Bitcoin (BTC) once again showed that it is indirectly correlated to macroeconomic factors that can move the stock market, and, in turn, affect the price of the most popular cryptocurrency that is often touted as an independent asset class.
Bitcoin fell around 10% on March 4, from USD 51,680 to USD 46,550 in the early hours of March 5. At 14:35 UTC, BTC is trading at USD 48,749 – down 2% in a day and up 4% in a week. The price rallied by 38% in a month and 458% in a year. BTC is down by 17% from its all-time high of USD 58,641 (per Coingecko), reached on February 21.
“If we think about it though, bitcoin wasn’t reacting to the [Federal Reserve] at all. It was reacting to the stock market,” QuantumEconomics.io founder Mati Greenspan said in his latest newsletter.
He went on to explain the reasoning behind this statement.
On March 4, Federal Reserve Chair Jerome Powell commented that economic reopening is likely to cause inflation, which he claims will be temporary – to which the market reacted negatively, with stocks dropping and Treasury yields jumping. The S&P 500 stock index dropped 1.34%, the Dow Jones Industrial Average fell 1.1%, and Nasdaq’s down 2.11%.

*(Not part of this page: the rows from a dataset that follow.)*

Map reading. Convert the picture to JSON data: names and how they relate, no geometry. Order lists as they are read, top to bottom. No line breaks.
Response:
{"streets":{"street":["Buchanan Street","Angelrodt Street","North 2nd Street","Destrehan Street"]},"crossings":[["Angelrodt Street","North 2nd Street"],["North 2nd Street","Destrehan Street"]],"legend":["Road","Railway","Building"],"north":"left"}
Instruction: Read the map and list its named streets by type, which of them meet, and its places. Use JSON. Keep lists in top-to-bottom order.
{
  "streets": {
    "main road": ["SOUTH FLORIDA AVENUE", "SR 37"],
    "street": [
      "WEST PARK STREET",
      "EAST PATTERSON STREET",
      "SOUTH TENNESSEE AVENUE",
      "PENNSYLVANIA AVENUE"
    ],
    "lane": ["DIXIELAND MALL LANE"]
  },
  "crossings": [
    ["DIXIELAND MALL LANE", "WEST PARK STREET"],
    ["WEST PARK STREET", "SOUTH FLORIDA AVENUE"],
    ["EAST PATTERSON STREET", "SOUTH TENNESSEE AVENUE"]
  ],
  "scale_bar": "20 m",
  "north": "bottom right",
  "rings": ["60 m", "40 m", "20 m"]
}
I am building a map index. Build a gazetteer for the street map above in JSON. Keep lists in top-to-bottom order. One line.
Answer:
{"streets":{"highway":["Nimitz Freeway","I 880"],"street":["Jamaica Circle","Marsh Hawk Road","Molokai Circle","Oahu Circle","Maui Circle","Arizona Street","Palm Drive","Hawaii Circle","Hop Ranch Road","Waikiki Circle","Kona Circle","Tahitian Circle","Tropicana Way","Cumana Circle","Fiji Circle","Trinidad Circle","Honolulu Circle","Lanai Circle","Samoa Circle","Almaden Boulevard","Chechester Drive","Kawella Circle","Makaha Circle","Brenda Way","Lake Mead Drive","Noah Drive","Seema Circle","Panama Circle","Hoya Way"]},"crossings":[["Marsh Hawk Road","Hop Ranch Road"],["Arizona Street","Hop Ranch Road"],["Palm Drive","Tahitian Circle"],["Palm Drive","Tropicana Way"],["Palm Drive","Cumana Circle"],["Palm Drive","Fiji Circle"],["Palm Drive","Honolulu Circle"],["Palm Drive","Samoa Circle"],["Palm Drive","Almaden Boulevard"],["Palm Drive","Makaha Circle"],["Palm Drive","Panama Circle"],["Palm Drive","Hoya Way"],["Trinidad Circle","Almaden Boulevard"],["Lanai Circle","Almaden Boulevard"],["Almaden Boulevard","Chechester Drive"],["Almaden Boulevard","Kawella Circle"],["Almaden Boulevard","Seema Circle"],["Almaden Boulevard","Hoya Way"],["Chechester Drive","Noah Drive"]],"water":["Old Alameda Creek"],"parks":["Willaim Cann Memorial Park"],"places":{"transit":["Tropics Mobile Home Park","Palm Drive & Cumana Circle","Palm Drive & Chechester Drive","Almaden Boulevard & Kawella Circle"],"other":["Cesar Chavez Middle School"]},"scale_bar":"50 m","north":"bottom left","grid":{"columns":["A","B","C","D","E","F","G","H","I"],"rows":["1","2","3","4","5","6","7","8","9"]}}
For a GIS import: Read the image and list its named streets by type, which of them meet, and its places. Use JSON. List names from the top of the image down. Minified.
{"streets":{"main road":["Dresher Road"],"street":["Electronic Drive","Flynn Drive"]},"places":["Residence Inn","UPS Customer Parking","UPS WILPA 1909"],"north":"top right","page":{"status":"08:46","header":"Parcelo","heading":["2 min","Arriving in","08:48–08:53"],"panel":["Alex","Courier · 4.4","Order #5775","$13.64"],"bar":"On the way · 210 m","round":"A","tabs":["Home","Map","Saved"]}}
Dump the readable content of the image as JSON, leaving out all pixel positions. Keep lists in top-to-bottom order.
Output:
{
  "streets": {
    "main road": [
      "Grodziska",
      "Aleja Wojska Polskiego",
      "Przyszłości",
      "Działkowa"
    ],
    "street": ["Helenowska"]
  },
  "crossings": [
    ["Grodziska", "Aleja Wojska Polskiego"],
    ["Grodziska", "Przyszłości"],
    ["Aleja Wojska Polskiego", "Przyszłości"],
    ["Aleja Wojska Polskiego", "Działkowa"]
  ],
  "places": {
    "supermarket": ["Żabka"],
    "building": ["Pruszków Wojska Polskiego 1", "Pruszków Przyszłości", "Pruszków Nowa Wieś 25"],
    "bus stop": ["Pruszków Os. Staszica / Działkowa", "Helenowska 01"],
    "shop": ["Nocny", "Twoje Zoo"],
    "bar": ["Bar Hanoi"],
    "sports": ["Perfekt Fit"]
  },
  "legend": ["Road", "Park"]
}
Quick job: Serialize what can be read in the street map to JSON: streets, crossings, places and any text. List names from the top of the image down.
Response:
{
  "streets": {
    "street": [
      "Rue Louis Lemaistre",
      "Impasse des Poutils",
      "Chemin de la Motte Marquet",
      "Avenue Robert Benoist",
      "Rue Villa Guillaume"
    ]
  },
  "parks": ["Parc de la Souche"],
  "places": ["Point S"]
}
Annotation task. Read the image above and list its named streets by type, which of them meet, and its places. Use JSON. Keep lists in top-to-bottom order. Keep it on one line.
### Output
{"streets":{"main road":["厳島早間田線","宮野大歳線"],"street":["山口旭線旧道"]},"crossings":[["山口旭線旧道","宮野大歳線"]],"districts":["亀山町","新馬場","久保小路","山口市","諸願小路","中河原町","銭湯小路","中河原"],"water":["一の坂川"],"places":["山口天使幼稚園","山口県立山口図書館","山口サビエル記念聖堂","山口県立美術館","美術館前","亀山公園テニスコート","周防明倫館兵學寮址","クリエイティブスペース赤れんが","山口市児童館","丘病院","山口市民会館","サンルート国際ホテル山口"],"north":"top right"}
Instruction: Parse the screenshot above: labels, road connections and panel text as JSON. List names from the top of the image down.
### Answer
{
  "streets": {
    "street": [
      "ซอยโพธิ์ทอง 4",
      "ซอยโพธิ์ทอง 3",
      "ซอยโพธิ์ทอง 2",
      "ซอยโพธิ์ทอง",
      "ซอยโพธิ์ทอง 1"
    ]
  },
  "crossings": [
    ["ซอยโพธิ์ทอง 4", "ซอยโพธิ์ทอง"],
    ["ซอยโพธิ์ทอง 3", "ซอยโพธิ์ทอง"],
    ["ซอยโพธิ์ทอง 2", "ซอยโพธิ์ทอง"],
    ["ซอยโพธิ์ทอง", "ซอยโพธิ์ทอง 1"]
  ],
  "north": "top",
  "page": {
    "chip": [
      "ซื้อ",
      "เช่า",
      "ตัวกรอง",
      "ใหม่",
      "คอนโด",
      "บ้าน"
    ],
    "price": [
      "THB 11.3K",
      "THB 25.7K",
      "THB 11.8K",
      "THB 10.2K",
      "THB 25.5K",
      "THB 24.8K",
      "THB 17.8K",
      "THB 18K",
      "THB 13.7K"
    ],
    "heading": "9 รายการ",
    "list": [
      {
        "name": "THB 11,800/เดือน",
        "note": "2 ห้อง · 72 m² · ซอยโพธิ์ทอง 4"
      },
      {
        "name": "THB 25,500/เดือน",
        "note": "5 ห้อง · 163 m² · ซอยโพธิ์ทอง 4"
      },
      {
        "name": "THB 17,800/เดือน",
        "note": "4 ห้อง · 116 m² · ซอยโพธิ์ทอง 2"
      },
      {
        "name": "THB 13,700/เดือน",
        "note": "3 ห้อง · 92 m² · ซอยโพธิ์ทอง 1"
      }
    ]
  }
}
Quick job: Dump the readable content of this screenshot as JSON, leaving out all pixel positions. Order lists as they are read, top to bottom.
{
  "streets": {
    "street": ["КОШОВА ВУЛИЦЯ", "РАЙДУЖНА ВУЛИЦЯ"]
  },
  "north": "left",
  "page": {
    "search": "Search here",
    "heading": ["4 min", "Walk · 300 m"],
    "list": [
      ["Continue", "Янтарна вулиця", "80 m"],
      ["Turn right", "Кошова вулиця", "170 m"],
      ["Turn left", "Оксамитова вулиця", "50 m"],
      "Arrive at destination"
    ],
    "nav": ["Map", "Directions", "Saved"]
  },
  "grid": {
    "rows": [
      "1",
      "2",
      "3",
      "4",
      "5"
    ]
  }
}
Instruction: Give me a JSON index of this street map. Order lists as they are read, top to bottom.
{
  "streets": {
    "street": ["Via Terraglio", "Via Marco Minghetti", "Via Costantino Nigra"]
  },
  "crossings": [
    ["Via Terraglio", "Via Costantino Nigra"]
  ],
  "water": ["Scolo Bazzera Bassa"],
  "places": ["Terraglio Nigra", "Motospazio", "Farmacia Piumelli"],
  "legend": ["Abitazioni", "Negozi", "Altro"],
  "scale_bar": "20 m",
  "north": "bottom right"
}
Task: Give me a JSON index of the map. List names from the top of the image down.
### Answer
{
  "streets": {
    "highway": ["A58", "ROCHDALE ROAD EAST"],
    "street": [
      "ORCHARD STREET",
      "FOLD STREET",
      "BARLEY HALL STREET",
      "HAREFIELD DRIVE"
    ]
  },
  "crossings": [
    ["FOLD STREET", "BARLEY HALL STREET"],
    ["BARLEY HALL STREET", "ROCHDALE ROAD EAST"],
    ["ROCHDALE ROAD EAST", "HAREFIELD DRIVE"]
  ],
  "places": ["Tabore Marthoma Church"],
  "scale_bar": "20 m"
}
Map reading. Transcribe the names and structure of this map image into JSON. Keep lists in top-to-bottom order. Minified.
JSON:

Greenspan said that “no matter how temporary the Fed may think that inflation will be, its sudden change in narrative from “we don’t see it coming” to “yeah, it’s coming but will probably not last long” is not at all reassuring.”
BTC seemed to be reacting as well, said Greenspan, declining in the face of higher inflation, contrary to a popular narrative, according to which higher inflation means people should be buying hard assets that are limited in supply – including BTC, gold, and land.
The analyst said that “it’s imperative to point out that the move in bitcoin following the Fed’s comments was actually pretty small. While adding that there’s a time correlation between the Fed’s statement and the BTC move, he noted that BTC is up since the start of 2021, when it stood at around USD 29,000.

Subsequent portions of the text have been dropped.